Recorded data
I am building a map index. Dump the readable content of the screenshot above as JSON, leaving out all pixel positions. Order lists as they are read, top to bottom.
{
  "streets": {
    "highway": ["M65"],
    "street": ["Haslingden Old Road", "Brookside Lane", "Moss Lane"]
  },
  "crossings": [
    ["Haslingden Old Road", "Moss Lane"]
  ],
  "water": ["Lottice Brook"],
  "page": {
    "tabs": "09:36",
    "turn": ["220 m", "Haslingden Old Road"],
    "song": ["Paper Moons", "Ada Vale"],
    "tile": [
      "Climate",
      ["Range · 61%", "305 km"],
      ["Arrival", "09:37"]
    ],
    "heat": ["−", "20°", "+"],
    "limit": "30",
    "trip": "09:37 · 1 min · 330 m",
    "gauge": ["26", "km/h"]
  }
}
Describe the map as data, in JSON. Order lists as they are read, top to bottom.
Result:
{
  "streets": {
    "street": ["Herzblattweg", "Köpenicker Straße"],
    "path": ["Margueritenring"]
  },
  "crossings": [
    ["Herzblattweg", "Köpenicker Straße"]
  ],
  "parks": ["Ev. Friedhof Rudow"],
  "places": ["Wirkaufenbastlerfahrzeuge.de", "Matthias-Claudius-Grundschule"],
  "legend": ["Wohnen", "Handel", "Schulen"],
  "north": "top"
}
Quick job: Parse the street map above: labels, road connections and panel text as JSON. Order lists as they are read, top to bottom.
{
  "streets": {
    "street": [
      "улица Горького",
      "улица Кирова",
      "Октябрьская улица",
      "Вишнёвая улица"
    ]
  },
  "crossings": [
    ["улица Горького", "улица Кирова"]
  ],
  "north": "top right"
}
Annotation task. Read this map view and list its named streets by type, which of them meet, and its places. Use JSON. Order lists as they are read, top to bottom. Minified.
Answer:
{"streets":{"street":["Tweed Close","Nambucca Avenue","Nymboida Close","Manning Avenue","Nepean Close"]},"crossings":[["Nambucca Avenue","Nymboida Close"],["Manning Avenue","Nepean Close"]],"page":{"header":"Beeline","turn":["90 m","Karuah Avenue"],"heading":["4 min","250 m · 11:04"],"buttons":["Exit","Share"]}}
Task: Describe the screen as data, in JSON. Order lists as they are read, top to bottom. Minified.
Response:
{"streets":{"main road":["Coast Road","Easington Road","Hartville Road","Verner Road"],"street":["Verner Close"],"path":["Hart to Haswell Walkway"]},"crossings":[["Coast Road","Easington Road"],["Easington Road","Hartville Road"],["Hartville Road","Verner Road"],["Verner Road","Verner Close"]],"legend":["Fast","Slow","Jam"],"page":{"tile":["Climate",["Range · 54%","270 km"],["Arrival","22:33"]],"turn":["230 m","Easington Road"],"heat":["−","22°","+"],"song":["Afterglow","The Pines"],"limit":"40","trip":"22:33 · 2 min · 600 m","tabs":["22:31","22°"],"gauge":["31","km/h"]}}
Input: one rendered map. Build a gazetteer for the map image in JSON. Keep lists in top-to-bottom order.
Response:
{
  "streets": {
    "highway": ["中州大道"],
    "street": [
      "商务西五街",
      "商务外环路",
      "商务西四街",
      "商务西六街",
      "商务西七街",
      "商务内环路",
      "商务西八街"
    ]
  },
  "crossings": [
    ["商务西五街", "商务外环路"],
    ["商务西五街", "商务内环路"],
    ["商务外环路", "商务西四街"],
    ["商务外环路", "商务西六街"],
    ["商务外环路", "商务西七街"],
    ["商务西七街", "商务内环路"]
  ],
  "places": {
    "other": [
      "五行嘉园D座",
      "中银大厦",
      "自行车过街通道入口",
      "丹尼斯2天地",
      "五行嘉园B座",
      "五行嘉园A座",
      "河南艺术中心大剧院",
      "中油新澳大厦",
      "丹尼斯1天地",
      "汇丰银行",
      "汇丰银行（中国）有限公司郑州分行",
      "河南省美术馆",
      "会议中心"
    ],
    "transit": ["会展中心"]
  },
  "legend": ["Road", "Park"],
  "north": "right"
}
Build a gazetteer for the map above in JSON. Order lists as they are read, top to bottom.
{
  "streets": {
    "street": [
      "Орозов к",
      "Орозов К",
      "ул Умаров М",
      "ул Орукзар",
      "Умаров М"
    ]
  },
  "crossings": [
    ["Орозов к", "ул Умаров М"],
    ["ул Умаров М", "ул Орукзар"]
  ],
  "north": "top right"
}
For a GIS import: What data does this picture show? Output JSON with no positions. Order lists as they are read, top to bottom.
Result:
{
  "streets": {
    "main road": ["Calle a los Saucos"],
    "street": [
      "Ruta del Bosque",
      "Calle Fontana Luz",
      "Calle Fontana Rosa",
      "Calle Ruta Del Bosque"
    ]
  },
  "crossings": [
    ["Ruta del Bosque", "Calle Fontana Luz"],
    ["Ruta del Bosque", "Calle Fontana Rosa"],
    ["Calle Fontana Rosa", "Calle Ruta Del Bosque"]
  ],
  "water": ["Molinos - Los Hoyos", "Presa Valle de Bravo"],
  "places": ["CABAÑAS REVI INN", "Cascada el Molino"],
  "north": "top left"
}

Exercise aim.
Your output should be the lines from the one with "For a GIS import: What" through the last line of the entries above, copied exactly and nothing more.

Solution to this problem.
For a GIS import: What data does this picture show? Output JSON with no positions. Order lists as they are read, top to bottom.
Result:
{
  "streets": {
    "main road": ["Calle a los Saucos"],
    "street": [
      "Ruta del Bosque",
      "Calle Fontana Luz",
      "Calle Fontana Rosa",
      "Calle Ruta Del Bosque"
    ]
  },
  "crossings": [
    ["Ruta del Bosque", "Calle Fontana Luz"],
    ["Ruta del Bosque", "Calle Fontana Rosa"],
    ["Calle Fontana Rosa", "Calle Ruta Del Bosque"]
  ],
  "water": ["Molinos - Los Hoyos", "Presa Valle de Bravo"],
  "places": ["CABAÑAS REVI INN", "Cascada el Molino"],
  "north": "top left"
}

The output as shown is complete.